Hoy me cuesta lo indecible interesarme de nuevo por el estado de ánimo de mi pastor protestante, y temo que el final del libro [La sinfonía pastoral] se resienta de ello. Para intentar reanimar sus pensamientos (los del pastor) he releído pasajes del Evangelio y de Pascal. Pero al mismo tiempo deseo recobrar un estado de fervor, y no quiero dejarme atrapar; tiro de las riendas y fustigo a la vez; lo que no produce nada que valga la pena.
19 de octubre
Lectura y trabajo. Estoy un poco inquieto de encontrarme tan pronto en el tramo final de mi Sinfonía; quiero decir que habré agotado el tema, mientras que las proporciones y el equilibrio del libro requerirían un desarrollo más extenso… Pero quizá me equivoco; y, por lo demás, la peripecia todavía es susceptible de cierta arborescencia.
21 de noviembre[164]
Madeleine ha destruido todas mis cartas. Acaba de hacerme esta confesión, que me abruma. Lo hizo, me ha dicho, inmediatamente después de mi marcha a Inglaterra. ¡Oh, bien sé cuán atrozmente mi partida con Marc la hizo sufrir!; pero ¿tenía que vengarse sobre el pasado?… Es lo mejor de mí lo que desaparece; y ya no podrá equilibrar lo peor. Durante más de treinta años le di (y le seguía dando) lo mejor de mí, día tras día, en cuanto me ausentaba, aunque fuera unos días. Me siento arruinado de pronto. No tengo ánimos para nada. Me habría matado sin esfuerzo.

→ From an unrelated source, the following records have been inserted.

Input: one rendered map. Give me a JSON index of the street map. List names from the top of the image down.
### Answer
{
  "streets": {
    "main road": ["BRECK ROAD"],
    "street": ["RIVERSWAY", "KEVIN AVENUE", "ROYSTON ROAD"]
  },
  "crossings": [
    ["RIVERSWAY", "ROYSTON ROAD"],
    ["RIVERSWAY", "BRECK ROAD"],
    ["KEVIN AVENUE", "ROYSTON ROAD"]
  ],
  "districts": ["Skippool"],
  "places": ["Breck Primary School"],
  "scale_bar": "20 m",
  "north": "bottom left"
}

Si por lo menos esta pérdida fuera debida a algún accidente, la invasión, el incendio… ¡Pero que ella haya hecho eso!…
22 [de noviembre]
¿Comprendió que al hacerlo estaba suprimiendo la última arca en la que mi memoria, más tarde, podía esperar hallar refugio? Todo lo mejor de mí, yo lo había confiado a estas cartas, mi corazón, mi alegría, y mis cambios de humor, la ocupación de mis jornadas… Sufro como si ella hubiera matado a nuestro hijo.

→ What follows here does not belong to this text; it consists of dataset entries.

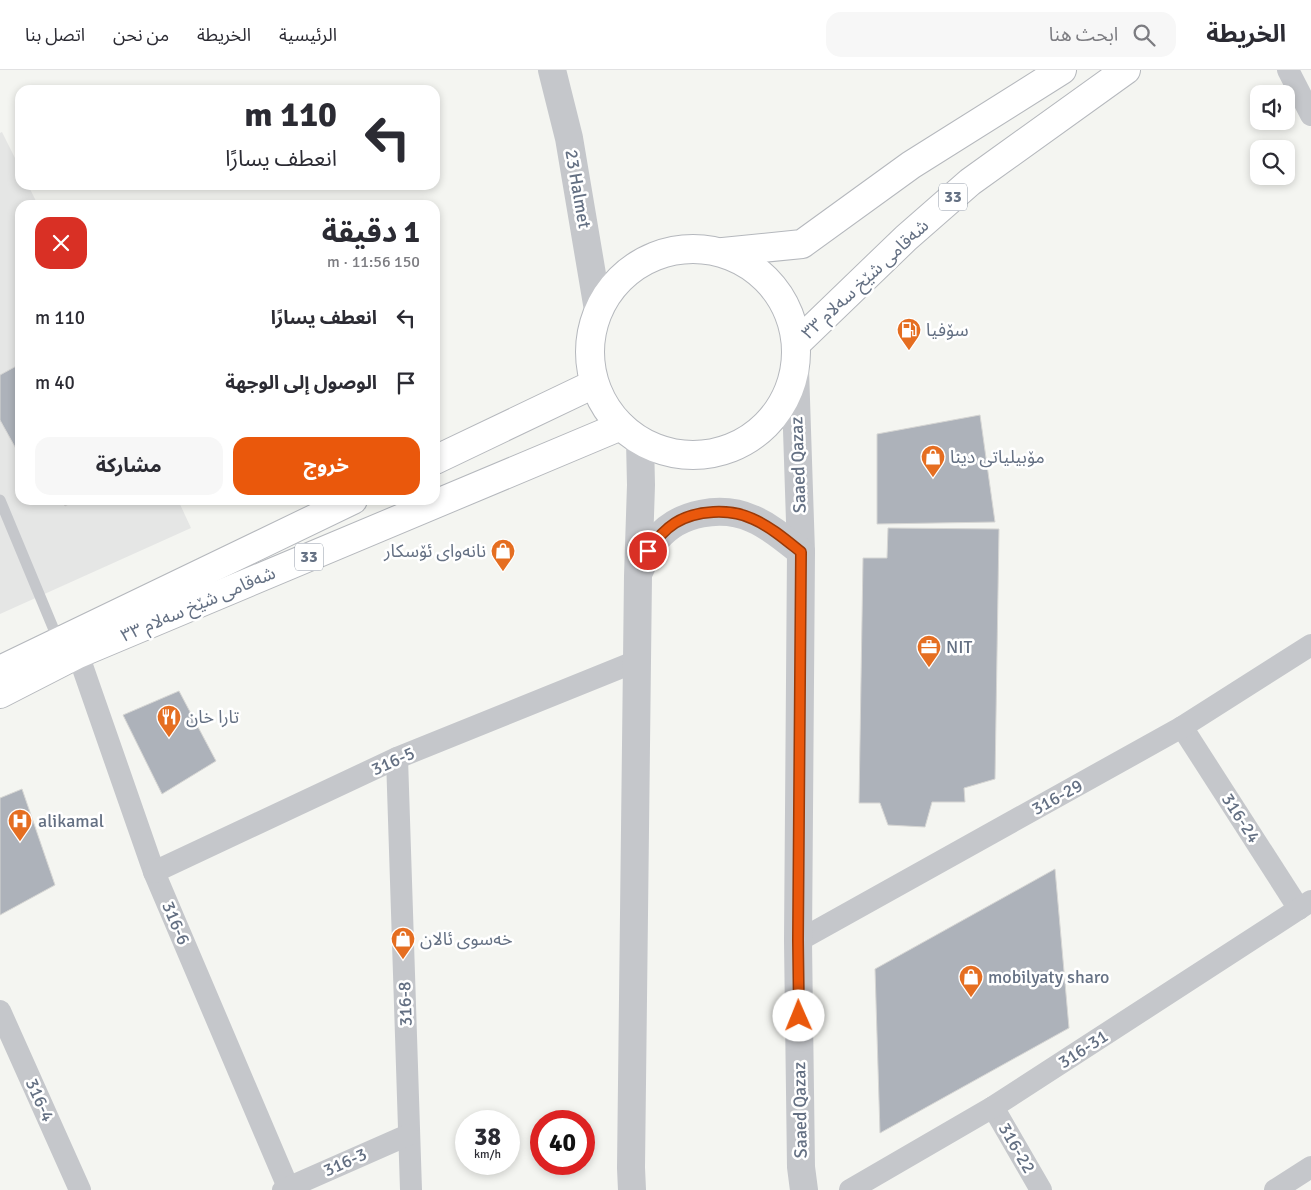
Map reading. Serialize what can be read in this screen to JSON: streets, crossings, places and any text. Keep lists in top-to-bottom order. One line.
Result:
{"streets":{"main road":["33","شەقامی شێخ سەلام ٣٣"],"street":["23 Halmet","Saaed Qazaz","316-5","316-29","316-24","316-6","316-8","316-31","316-4","316-22","316-3"]},"crossings":[["23 Halmet","شەقامی شێخ سەلام ٣٣"],["شەقامی شێخ سەلام ٣٣","Saaed Qazaz"],["شەقامی شێخ سەلام ٣٣","316-6"],["Saaed Qazaz","316-29"],["316-5","316-6"],["316-5","316-8"],["316-29","316-24"],["316-24","316-31"],["316-6","316-3"],["316-8","316-3"],["316-31","316-22"]],"places":{"fuel station":["سۆفیا"],"shop":["مۆبیلیاتی دینا","نانەوای ئۆسکار","خەسوی ئالان","mobilyaty sharo"],"office":["NIT"],"restaurant":["تارا خان"],"hospital":["alikamal"]},"page":{"header":"الخريطة","search":"ابحث هنا","nav":["الرئيسية","الخريطة","من نحن","اتصل بنا"],"turn":["110 m","انعطف يسارًا"],"heading":["1 دقيقة","150 m · 11:56"],"list":[{"name":"انعطف يسارًا","value":"110 m"},{"name":"الوصول إلى الوجهة","value":"40 m"}],"buttons":["خروج","مشاركة"],"speed":"38 km/h","limit":"40"}}
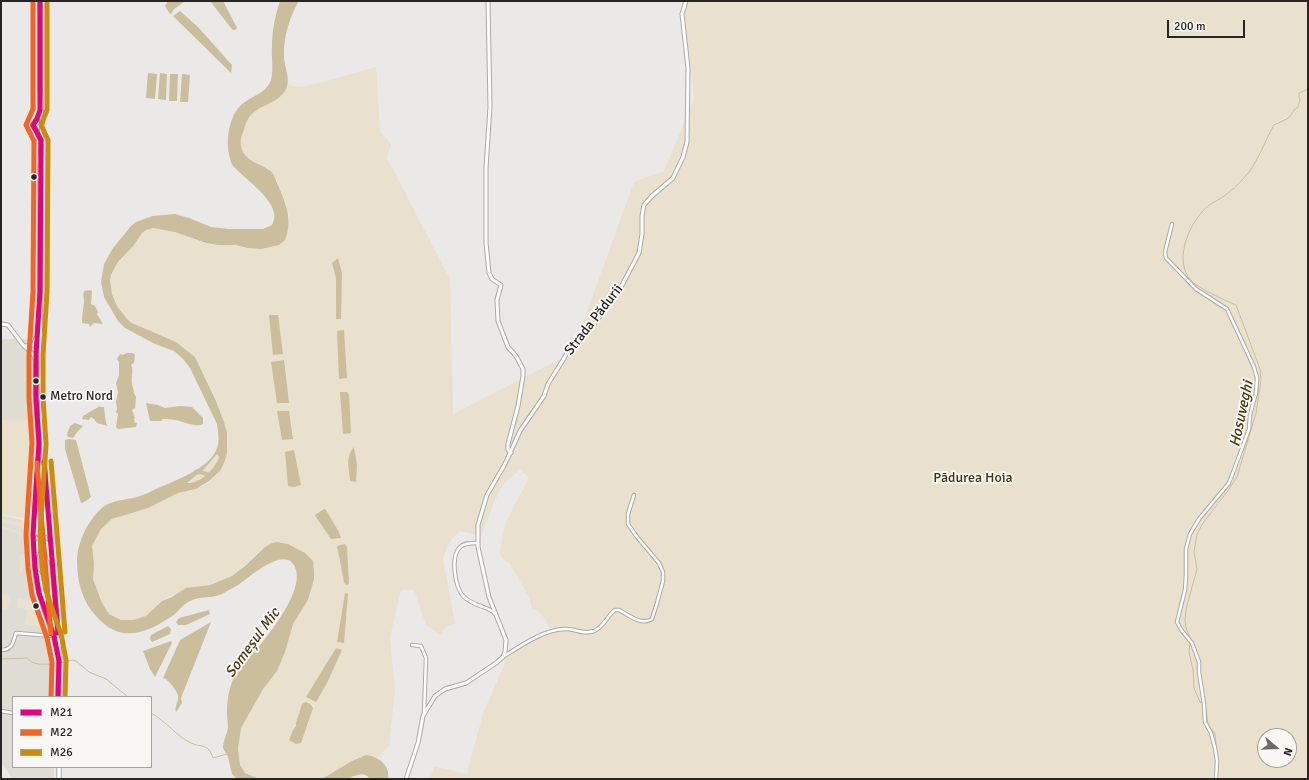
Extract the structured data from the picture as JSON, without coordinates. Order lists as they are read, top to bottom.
{
  "streets": {
    "street": ["Strada Pădurii"]
  },
  "water": ["Hosuveghi", "Someșul Mic"],
  "parks": ["Pădurea Hoia"],
  "places": ["Metro Nord"],
  "lines": ["transit line M21", "transit line M22", "transit line M26"],
  "legend": ["M21", "M22", "M26"],
  "scale_bar": "200 m",
  "north": "right"
}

¡Oh, no soporto que se la acuse! Ése es el extremo de la punta. Toda la noche la he sentido hundírseme en el corazón.
24 [de noviembre]
He tomado aspirina para intentar dormir. Pero el dolor me despierta a media noche y entonces creo volverme loco.
—Era lo más precioso que tenía en el mundo… —me dijo—. Después de tu marcha, cuando me encontré tan sola en la gran casa que tú abandonabas, sin nadie que me sirviera de apoyo, sin saber en qué ocuparme, qué hacer de mí… al principio creí que no me quedaba más que morirme. Sí, verdaderamente, creí que mi corazón dejaba de latir, que moría. Sufrí tanto… Quemé tus cartas por hacer algo. Antes de destruirlas las leí todas, una por una.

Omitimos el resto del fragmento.